ECLI:NL:RBDHA:2023:9139
Rechtbank Den Haag
- Eerste aanleg - enkelvoudig
- Rechtspraak.nl
Niet-ontvankelijkheid van beroep wegens te vroege ingebrekestelling in asielprocedure
In deze zaak heeft de Rechtbank Den Haag op 23 juni 2023 uitspraak gedaan in een bestuursrechtelijke procedure tussen een eiser, die een asielaanvraag had ingediend, en de staatssecretaris van Justitie en Veiligheid als verweerder. De eiser had op 7 december 2022 beroep ingesteld tegen het niet tijdig nemen van een besluit op zijn asielaanvraag, die op 4 juli 2021 was ingediend. De rechtbank oordeelde dat de beslistermijn was verlengd vanwege complexe feitelijke en juridische kwesties, zoals vastgesteld in de WBV 2022/22. Hierdoor was de ingebrekestelling van de eiser, die op 8 november 2022 was verzonden, te vroeg, aangezien de beslistermijn op dat moment nog niet was verstreken.
De rechtbank verwijst naar haar eerdere uitspraak van 20 april 2023, waarin werd geoordeeld dat de verlenging van de beslistermijn rechtsgeldig was. De rechtbank concludeert dat de eiser niet ontvankelijk is in zijn beroep, omdat de ingebrekestelling prematuur was. Dit betekent dat de rechtbank geen inhoudelijke beoordeling van de asielaanvraag heeft gedaan, maar enkel de procedurele aspecten heeft beoordeeld. De rechtbank heeft ook geen aanleiding gezien voor een proceskostenveroordeling.

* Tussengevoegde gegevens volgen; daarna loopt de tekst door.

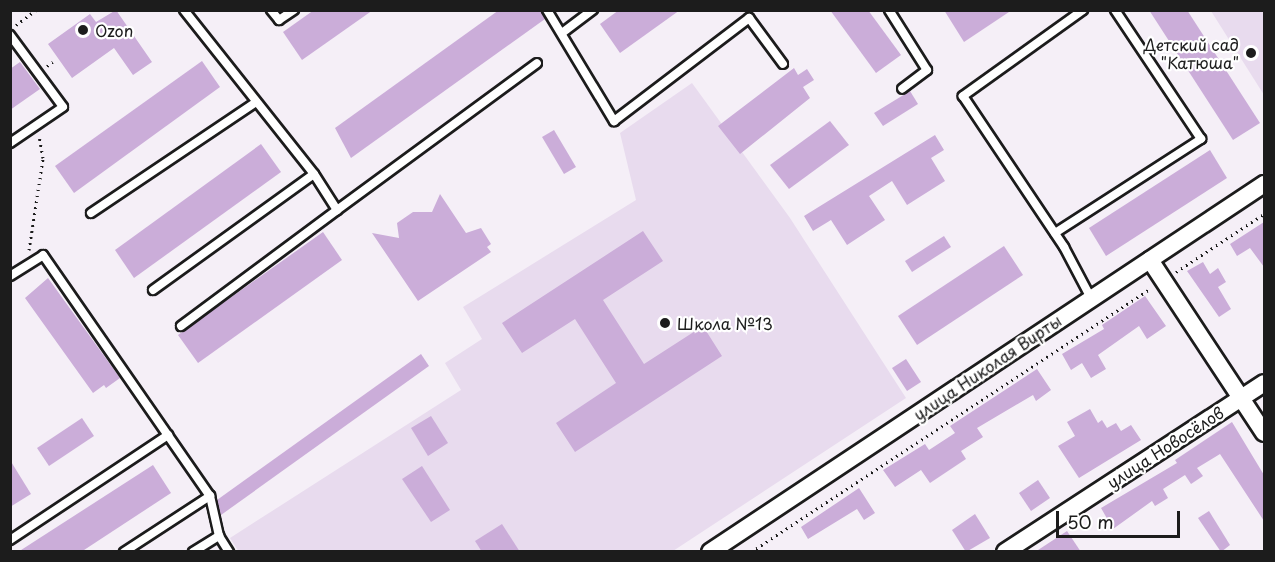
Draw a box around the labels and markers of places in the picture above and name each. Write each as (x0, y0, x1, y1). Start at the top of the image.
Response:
place label: Ozon (95, 20, 133, 40)
marker: Ozon (76, 23, 90, 37)
place label: Детский сад "Катюша" (1142, 34, 1239, 72)
marker: Детский сад "Катюша" (1244, 46, 1258, 60)
place label: Школа №13 (677, 313, 773, 333)
marker: Школа №13 (658, 316, 672, 330)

De uitspraak is openbaar gemaakt en de eiser is geïnformeerd over de mogelijkheid om binnen zes weken een verzetschrift in te dienen als hij het niet eens is met de uitspraak. De rechtbank heeft de relevante artikelen van de Vreemdelingenwet 2000 en de Algemene wet bestuursrecht in haar overwegingen betrokken, evenals de Europese regelgeving met betrekking tot asielprocedures.